The most recent editions, since 1968, have dropped the subtitle and are called, simply, the Enchiridion Indulgentiarum.

== Successor ==
By his bull Indulgentiarum Doctrina of 1 January 1967, Pope Paul VI ordered a revision of the collection of indulgenced prayers and works "with a view to attaching indulgences only to the most important prayers and works of piety, charity and penance". Since then the official collection of the currently indulgenced prayers and good works is called the Enchiridion Indulgentiarum. The first edition appeared in June 1968. As indicated in an article published on the English edition of L'Osservatore Romano of 12 December 1968, it was only one sixth the size of the last edition of the Raccolta. An English translation on the Internet is provided by Idaho Lay Dominicans.

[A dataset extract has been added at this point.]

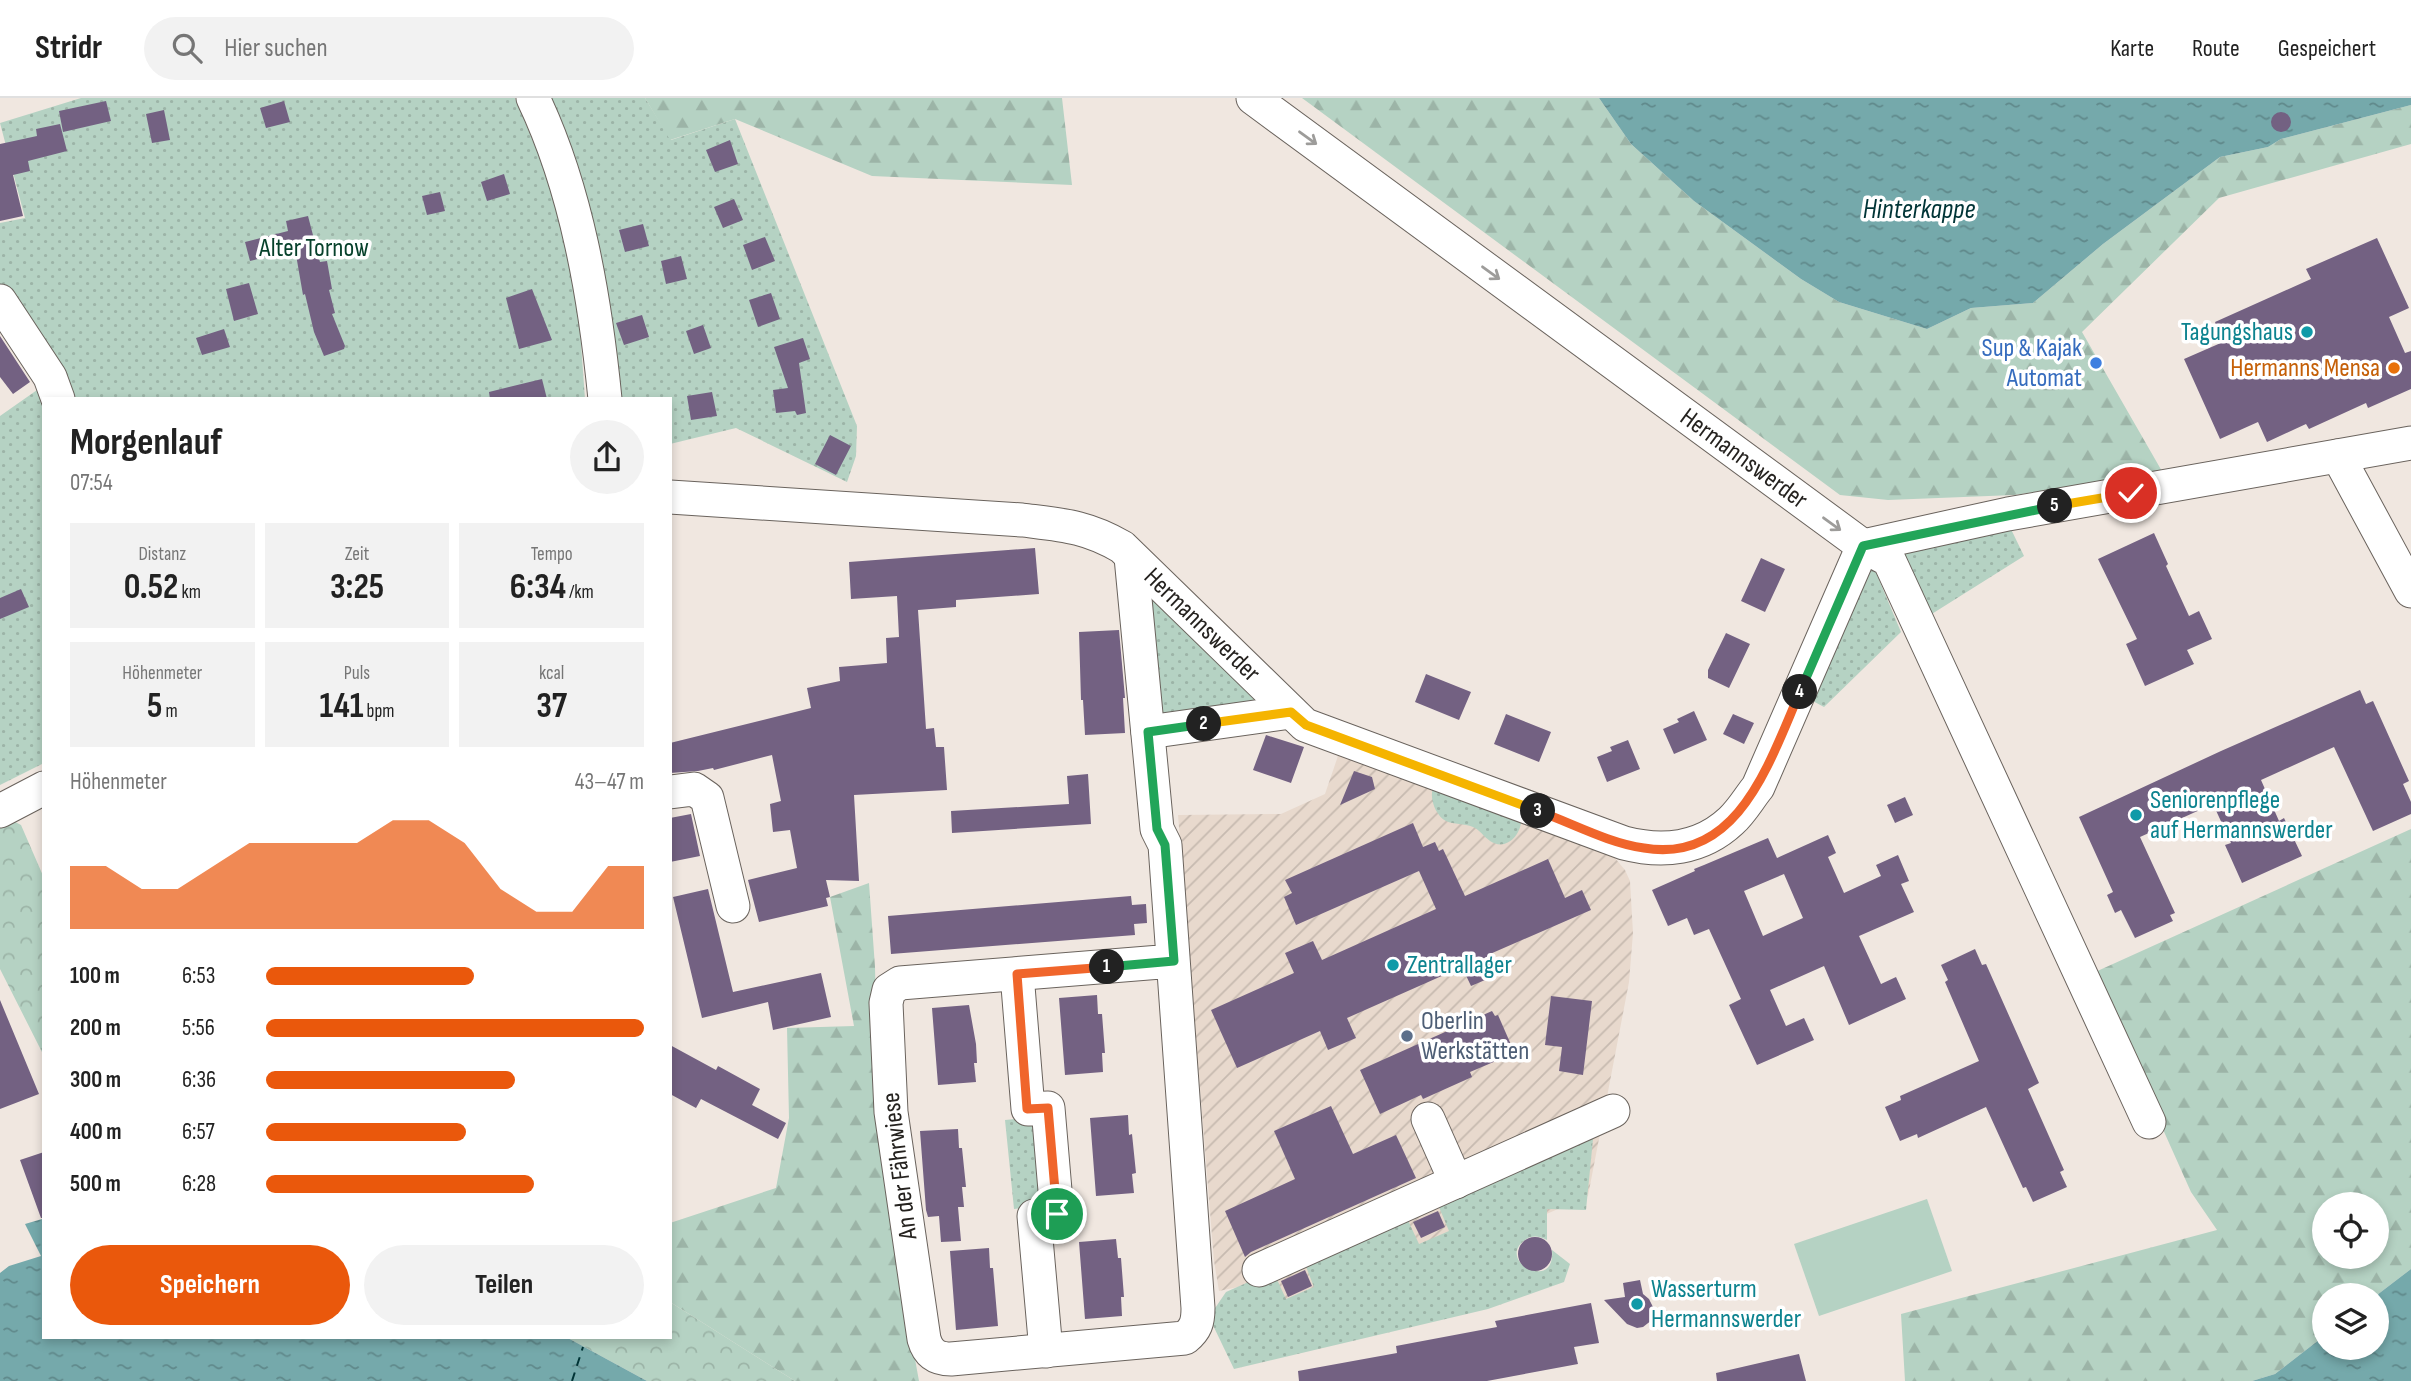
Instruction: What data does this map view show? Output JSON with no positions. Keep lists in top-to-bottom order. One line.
{"streets":{"street":["Hermannswerder","An der Fährwiese"]},"crossings":[["Hermannswerder","An der Fährwiese"]],"water":["Hinterkappe"],"parks":["Alter Tornow"],"places":["Tagungshaus","Sup & Kajak Automat","Hermanns Mensa","Seniorenpflege auf Hermannswerder","Zentrallager","Oberlin Werkstätten","Wasserturm Hermannswerder"],"page":{"header":"Stridr","search":"Hier suchen","nav":["Karte","Route","Gespeichert"],"heading":["Morgenlauf","07:54"],"pins":["5","4","2","3","1"],"stats":[["Distanz","0.52 km"],["Zeit","3:25"],["Tempo","6:34 /km"],["Höhenmeter","5 m"],["Puls","141 bpm"],["kcal","37"]],"chart":["Höhenmeter","43–47 m"],"list":[{"name":"100 m","note":"6:53"},{"name":"200 m","note":"5:56"},{"name":"300 m","note":"6:36"},{"name":"400 m","note":"6:57"},{"name":"500 m","note":"6:28"}],"buttons":["Speichern","Teilen"]}}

A digested account is given by Catholic Online.

Further editions appeared in October 1968, in 1986 and in 1999. The full text of the current (fourth) edition is available in the original Latin on the website of the Holy See.

The Enchiridion Indulgentiarum, which is in Latin, differs from the Italian-language Raccolta in listing "only the most important prayers and works of piety, charity and penance". On the other hand, it includes new general grants of partial indulgences that apply to a wide range of prayerful actions, and it indicates that the prayers that it does list as deserving veneration on account of divine inspiration or antiquity or as being in widespread use are only examples of those to which the first of these general grants applies: "Raising the mind to God with humble trust while performing one's duties and bearing life's difficulties, and adding, at least mentally, some pious invocation". In this way, the Enchiridion Indulgentiarum, in spite of its smaller size, classifies as indulgenced an immensely greater number of prayers than were treated as such in the Raccolta.

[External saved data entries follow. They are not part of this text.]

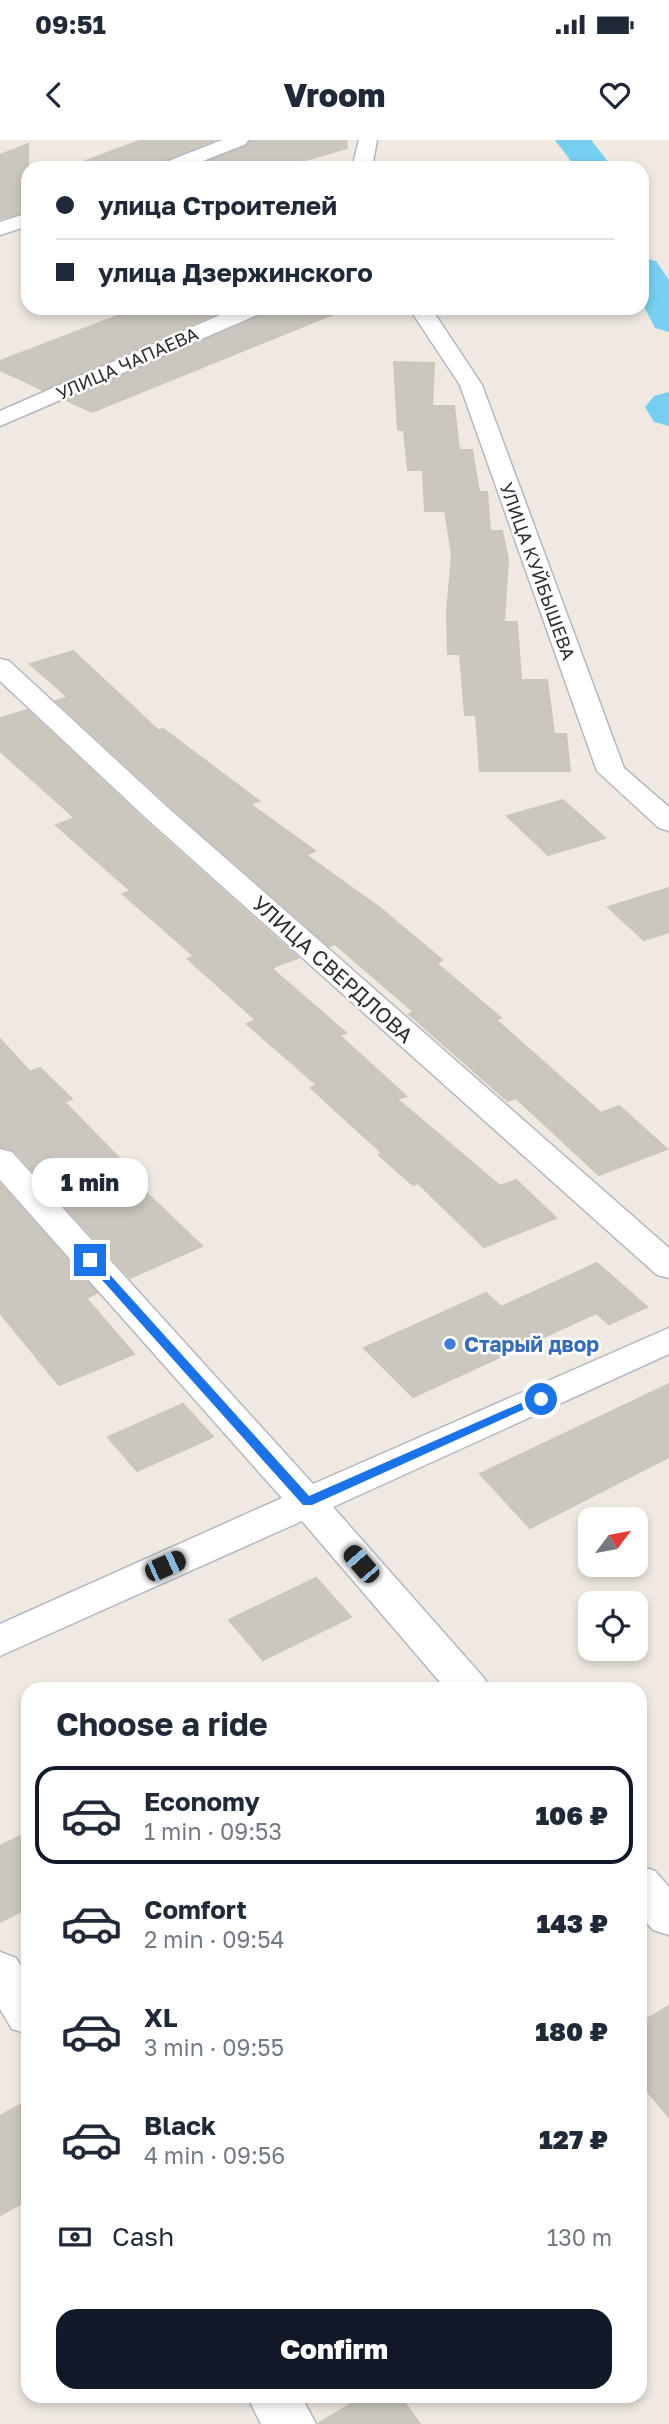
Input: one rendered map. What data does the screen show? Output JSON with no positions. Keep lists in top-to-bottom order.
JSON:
{
  "streets": {
    "street": ["УЛИЦА ЧАПАЕВА", "УЛИЦА КУЙБЫШЕВА", "УЛИЦА СВЕРДЛОВА"]
  },
  "places": ["Старый двор"],
  "north": "top right",
  "page": {
    "status": "09:51",
    "header": "Vroom",
    "banner": ["улица Строителей", "улица Дзержинского"],
    "bubble": "1 min",
    "heading": "Choose a ride",
    "list": [
      {
        "name": "Economy",
        "note": "1 min · 09:53",
        "value": "106 ₽"
      },
      {
        "name": "Comfort",
        "note": "2 min · 09:54",
        "value": "143 ₽"
      },
      {
        "name": "XL",
        "note": "3 min · 09:55",
        "value": "180 ₽"
      },
      {
        "name": "Black",
        "note": "4 min · 09:56",
        "value": "127 ₽"
      }
    ],
    "pay": ["Cash", "130 m"],
    "buttons": "Confirm"
  }
}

The prayers listed in the Raccolta were exclusively from Latin Rite tradition, while the Enchiridion Indulgentiarum includes prayers from the traditions of the Eastern Catholic Churches, such as the Akathistos, Paraklesis, Evening Prayer, and Prayer for the Faithful Departed (Byzantine), Prayer of Thanksgiving (Armenian), Prayer of the Shrine and the Lakhu Mara (Chaldean), Prayer of Incense and Prayer to Glorify Mary, the Mother of God (Coptic), Prayer for the Remission of Sins and Prayer to Follow Christ (Ethiopian), Prayer for the Church, and Prayer of Leave-taking from the Altar (Maronite), and Intercessions for the Faithful Departed (Syrian).